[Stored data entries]
%%

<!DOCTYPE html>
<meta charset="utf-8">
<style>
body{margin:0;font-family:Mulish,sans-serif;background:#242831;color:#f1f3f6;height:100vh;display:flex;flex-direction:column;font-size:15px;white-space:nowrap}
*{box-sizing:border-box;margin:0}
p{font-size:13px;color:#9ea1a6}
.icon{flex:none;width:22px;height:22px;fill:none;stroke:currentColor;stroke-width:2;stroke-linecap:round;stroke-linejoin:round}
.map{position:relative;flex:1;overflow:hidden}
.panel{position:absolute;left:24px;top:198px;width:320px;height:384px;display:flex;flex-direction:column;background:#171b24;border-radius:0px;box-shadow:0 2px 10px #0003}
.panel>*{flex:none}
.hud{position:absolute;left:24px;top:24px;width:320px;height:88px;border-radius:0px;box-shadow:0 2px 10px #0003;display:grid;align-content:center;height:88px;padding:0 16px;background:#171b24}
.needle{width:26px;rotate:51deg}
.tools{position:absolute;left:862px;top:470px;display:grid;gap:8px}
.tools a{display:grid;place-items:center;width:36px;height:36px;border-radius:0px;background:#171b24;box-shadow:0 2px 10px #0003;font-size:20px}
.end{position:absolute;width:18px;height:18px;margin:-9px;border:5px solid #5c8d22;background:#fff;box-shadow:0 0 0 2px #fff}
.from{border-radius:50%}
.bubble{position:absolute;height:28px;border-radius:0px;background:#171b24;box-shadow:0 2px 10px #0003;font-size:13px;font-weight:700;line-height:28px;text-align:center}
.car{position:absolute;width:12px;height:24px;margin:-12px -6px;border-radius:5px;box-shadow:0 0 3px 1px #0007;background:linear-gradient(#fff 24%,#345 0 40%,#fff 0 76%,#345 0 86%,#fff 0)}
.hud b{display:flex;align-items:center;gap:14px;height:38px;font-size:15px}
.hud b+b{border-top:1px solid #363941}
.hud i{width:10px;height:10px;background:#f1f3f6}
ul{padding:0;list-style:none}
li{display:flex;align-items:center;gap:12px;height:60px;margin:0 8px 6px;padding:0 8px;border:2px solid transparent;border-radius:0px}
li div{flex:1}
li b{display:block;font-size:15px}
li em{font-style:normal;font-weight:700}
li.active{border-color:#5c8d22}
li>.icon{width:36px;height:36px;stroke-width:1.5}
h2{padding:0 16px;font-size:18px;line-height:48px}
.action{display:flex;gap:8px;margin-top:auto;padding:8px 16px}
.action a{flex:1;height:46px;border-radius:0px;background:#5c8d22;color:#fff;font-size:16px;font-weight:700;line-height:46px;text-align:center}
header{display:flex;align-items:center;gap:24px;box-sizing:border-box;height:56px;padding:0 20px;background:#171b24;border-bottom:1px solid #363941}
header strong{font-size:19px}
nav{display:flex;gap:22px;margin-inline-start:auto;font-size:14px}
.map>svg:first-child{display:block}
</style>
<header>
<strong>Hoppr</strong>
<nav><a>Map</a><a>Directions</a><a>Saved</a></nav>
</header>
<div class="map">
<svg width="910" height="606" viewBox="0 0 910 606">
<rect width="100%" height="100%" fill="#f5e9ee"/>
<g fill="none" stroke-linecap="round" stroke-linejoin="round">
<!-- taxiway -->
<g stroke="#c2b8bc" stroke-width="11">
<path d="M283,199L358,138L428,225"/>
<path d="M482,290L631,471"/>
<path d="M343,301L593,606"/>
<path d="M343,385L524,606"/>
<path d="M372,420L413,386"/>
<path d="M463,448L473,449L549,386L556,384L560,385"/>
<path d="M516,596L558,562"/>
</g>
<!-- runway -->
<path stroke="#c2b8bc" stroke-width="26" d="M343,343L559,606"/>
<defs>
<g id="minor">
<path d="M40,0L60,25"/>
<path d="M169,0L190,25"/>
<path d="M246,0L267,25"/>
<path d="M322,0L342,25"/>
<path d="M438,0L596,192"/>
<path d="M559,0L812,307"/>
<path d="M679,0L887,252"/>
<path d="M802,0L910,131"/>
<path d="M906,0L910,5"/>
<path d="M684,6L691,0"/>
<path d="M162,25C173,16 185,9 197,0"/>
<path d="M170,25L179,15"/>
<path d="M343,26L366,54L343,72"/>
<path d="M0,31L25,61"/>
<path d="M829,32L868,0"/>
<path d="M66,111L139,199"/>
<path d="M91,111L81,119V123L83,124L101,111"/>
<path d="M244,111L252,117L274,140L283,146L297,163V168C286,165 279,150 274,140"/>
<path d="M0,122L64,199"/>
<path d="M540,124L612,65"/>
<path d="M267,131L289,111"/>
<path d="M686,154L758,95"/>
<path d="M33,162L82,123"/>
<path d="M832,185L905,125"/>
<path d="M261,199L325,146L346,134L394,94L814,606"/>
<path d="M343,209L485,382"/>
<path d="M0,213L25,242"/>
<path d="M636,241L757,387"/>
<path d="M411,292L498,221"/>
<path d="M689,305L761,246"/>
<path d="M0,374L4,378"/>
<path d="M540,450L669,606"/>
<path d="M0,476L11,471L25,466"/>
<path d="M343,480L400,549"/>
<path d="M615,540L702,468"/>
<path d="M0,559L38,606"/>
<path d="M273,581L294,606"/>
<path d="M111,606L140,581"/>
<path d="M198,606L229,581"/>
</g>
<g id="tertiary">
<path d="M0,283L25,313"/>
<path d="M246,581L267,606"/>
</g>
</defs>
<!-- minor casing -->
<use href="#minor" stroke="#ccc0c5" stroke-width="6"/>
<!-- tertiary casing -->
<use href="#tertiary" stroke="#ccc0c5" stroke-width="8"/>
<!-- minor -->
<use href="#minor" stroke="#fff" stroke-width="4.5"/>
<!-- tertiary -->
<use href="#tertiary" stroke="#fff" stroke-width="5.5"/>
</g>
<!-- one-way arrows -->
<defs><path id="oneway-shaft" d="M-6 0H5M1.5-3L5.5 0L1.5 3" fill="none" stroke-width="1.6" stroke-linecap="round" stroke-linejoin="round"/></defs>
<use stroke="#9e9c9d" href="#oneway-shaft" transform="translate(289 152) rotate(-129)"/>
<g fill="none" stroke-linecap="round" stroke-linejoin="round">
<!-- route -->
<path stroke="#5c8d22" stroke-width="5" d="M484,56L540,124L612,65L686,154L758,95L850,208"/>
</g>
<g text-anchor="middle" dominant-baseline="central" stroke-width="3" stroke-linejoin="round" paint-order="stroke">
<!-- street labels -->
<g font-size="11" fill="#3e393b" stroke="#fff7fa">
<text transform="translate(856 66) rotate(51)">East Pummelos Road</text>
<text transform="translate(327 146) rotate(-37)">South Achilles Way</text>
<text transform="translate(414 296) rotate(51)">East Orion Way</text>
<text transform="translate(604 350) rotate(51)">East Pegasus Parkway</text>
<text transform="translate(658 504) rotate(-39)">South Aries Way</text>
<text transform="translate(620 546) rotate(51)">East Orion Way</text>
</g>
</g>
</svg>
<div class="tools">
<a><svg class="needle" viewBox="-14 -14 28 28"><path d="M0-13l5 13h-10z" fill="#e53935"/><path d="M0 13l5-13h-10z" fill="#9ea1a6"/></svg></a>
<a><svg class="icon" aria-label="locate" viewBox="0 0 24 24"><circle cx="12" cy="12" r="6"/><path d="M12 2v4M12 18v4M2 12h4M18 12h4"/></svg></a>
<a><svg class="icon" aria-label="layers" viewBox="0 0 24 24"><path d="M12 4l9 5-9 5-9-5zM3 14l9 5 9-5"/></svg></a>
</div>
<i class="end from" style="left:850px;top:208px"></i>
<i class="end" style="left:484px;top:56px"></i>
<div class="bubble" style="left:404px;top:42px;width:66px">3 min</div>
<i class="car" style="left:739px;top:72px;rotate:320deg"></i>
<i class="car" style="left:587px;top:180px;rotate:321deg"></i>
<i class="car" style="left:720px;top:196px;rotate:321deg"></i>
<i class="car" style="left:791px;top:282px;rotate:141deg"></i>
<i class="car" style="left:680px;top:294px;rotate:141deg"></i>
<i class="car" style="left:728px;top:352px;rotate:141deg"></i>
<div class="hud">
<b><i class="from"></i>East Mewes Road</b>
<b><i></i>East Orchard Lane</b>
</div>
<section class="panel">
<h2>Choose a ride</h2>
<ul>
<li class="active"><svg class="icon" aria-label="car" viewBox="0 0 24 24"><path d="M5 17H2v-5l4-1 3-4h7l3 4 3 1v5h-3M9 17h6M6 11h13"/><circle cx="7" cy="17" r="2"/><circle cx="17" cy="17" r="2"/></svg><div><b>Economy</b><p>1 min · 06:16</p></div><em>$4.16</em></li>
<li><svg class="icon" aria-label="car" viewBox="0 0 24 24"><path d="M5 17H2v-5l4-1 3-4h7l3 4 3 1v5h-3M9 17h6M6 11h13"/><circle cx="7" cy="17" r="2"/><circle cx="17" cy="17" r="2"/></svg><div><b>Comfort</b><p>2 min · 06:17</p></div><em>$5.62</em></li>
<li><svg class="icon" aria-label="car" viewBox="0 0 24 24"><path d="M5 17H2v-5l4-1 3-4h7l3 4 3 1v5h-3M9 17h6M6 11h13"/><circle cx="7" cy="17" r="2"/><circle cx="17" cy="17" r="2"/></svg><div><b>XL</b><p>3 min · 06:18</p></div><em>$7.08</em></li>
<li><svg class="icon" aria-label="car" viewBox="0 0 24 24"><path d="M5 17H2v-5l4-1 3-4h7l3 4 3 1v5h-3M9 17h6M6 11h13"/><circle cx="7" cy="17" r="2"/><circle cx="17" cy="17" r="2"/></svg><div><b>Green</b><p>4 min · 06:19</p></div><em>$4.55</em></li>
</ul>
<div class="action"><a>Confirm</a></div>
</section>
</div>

%%
%%

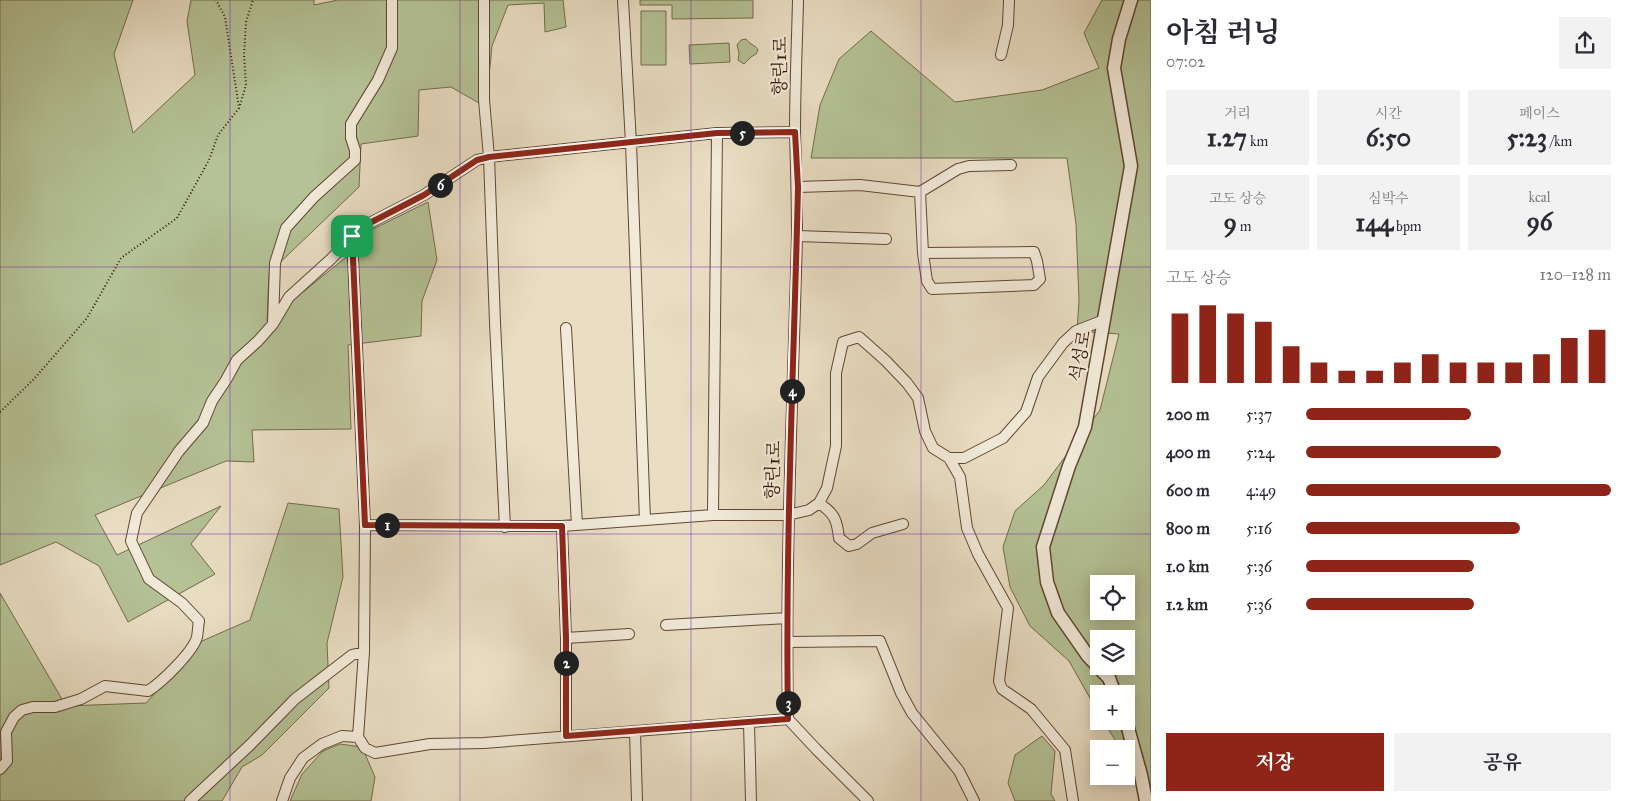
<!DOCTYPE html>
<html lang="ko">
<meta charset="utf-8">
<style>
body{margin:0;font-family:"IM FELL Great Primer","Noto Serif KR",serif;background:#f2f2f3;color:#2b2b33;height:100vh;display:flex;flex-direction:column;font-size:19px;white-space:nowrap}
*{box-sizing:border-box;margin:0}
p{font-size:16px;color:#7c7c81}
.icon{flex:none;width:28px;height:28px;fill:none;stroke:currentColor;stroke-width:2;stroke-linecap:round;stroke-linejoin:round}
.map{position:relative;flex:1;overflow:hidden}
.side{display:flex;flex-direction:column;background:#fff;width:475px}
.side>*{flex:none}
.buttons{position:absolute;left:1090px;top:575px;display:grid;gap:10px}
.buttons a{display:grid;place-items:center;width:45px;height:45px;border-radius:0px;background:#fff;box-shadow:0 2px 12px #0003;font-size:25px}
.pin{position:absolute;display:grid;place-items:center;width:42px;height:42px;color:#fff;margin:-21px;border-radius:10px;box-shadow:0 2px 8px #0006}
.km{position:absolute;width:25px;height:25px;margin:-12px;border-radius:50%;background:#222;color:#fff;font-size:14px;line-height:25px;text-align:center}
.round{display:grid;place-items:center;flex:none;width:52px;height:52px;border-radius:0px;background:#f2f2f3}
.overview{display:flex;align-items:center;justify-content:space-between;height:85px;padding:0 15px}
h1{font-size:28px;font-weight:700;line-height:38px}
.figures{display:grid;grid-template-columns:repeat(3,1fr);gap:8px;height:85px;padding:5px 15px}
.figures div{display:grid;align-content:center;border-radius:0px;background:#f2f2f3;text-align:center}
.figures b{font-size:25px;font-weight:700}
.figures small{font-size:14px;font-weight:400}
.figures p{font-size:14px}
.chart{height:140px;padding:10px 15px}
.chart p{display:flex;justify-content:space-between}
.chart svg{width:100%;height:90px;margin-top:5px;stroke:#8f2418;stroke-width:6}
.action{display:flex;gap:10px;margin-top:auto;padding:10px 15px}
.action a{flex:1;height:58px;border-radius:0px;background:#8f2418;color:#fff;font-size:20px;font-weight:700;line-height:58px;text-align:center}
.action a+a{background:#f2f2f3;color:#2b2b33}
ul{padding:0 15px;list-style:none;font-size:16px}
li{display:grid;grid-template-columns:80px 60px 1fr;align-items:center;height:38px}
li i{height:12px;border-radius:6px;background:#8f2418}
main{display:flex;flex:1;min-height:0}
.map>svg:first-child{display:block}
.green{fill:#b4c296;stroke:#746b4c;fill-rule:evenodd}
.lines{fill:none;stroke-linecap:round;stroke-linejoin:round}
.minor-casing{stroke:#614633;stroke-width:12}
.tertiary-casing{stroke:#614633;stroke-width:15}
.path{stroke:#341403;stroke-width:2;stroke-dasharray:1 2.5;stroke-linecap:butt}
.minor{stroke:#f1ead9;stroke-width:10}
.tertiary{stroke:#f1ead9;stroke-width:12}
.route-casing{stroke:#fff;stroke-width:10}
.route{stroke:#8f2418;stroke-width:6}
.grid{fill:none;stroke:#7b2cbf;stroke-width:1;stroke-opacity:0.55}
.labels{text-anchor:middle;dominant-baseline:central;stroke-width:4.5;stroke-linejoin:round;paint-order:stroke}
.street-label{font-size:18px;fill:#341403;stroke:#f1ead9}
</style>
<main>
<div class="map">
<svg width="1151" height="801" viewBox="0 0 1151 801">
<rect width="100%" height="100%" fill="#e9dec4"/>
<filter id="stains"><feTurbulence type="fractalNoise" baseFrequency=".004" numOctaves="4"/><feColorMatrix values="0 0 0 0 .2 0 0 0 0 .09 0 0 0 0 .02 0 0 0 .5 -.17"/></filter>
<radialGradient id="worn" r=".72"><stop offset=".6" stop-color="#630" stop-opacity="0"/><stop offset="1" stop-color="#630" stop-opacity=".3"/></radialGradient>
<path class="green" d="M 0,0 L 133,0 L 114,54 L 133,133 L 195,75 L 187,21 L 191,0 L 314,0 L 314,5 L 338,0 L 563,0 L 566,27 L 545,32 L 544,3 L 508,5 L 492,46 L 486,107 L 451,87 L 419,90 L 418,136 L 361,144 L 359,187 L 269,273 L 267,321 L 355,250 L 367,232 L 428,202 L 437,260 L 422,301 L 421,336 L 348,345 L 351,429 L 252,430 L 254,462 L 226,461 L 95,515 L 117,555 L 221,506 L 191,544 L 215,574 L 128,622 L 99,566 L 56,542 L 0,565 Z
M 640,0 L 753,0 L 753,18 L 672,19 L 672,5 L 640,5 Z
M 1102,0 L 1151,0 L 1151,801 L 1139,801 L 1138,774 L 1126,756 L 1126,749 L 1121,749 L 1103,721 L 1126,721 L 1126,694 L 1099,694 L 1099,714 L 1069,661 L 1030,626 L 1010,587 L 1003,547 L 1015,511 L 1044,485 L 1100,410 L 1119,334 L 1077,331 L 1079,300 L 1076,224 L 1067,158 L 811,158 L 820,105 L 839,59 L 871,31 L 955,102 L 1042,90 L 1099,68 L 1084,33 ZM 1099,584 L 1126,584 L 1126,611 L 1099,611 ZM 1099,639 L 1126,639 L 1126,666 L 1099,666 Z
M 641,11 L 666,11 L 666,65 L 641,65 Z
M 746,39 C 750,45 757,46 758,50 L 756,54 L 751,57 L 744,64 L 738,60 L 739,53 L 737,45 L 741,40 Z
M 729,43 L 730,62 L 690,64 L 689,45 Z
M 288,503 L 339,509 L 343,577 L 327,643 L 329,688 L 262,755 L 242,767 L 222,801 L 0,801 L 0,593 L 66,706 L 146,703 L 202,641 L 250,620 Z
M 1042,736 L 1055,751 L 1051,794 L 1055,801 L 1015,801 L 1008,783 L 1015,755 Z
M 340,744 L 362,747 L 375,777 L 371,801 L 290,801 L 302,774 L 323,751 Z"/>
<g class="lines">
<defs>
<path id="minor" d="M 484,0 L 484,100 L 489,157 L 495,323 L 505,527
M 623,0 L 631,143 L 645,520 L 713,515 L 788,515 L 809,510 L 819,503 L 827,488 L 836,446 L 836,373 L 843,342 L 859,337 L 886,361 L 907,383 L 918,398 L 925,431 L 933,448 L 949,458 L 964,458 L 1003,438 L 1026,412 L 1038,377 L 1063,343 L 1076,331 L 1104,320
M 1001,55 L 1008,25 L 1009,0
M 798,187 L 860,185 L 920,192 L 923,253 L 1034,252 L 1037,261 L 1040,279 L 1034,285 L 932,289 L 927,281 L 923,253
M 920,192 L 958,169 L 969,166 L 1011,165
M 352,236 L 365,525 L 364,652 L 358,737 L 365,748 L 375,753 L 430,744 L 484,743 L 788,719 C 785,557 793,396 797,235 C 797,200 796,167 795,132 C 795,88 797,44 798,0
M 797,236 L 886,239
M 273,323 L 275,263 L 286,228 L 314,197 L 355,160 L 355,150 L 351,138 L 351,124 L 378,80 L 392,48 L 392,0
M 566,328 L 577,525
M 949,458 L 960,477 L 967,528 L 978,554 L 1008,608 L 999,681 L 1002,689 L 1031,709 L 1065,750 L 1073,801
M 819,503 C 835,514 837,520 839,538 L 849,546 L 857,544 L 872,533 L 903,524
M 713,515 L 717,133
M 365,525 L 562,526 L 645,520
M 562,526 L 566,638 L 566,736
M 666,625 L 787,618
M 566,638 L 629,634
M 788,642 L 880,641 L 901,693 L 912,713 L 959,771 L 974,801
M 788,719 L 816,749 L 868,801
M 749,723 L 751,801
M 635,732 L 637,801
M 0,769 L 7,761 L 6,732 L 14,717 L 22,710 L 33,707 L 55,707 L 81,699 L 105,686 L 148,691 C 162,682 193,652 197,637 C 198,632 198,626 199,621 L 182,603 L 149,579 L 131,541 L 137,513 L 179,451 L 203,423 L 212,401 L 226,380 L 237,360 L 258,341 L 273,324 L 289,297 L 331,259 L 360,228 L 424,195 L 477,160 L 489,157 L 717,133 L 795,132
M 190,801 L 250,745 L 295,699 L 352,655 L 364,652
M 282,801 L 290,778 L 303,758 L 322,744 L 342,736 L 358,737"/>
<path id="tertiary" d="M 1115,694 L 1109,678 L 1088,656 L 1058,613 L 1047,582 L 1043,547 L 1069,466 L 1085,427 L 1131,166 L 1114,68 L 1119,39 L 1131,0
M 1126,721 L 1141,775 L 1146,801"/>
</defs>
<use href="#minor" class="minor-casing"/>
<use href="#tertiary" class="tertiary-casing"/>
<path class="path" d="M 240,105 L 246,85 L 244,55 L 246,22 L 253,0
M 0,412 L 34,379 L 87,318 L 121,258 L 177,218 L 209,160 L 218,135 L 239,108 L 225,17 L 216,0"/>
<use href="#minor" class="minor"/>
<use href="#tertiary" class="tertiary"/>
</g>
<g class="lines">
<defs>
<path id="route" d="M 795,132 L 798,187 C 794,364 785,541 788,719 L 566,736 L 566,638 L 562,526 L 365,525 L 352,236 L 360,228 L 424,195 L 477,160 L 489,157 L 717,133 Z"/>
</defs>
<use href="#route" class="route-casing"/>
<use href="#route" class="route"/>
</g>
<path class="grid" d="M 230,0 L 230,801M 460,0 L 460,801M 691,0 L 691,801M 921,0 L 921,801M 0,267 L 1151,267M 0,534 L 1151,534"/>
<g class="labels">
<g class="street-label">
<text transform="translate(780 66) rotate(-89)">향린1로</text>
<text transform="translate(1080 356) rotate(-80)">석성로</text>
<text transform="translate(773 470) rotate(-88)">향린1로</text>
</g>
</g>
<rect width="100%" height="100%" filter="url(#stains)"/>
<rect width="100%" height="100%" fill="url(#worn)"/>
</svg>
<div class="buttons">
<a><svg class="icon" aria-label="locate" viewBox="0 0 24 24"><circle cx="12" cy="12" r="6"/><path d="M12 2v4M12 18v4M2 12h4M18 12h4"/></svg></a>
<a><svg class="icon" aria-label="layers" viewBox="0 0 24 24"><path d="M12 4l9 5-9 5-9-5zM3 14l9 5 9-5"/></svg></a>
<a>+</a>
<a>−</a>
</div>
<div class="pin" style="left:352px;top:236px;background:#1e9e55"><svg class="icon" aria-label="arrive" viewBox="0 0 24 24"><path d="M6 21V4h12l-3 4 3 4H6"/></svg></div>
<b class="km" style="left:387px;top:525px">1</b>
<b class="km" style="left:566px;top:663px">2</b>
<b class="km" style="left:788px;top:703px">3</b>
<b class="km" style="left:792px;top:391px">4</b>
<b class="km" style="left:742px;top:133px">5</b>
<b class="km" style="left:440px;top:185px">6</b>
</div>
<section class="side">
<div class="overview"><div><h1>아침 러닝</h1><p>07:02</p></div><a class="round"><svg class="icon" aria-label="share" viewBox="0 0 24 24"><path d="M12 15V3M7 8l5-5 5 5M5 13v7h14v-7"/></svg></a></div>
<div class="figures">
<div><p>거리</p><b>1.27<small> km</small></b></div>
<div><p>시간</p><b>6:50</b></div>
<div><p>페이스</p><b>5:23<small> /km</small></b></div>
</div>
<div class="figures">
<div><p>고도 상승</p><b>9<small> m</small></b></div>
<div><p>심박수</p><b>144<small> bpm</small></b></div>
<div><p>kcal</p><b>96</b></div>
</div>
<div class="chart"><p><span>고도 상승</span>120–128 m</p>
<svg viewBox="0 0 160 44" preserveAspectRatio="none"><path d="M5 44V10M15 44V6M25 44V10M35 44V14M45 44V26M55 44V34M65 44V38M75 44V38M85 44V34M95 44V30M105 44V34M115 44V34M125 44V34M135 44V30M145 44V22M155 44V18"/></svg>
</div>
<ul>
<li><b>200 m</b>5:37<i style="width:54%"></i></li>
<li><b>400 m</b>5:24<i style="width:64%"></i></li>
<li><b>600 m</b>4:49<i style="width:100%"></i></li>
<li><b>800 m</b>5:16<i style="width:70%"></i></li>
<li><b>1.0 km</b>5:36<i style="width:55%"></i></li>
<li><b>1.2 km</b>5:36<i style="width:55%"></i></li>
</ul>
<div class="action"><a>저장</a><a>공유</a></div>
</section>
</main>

%%

■ Problem
Which of the lines above include the string "buttons"? Pick them out and copy them.

■ Answer box
.buttons{position:absolute;left:1090px;top:575px;display:grid;gap:10px}
.buttons a{display:grid;place-items:center;width:45px;height:45px;border-radius:0px;background:#fff;box-shadow:0 2px 12px #0003;font-size:25px}
<div class="buttons">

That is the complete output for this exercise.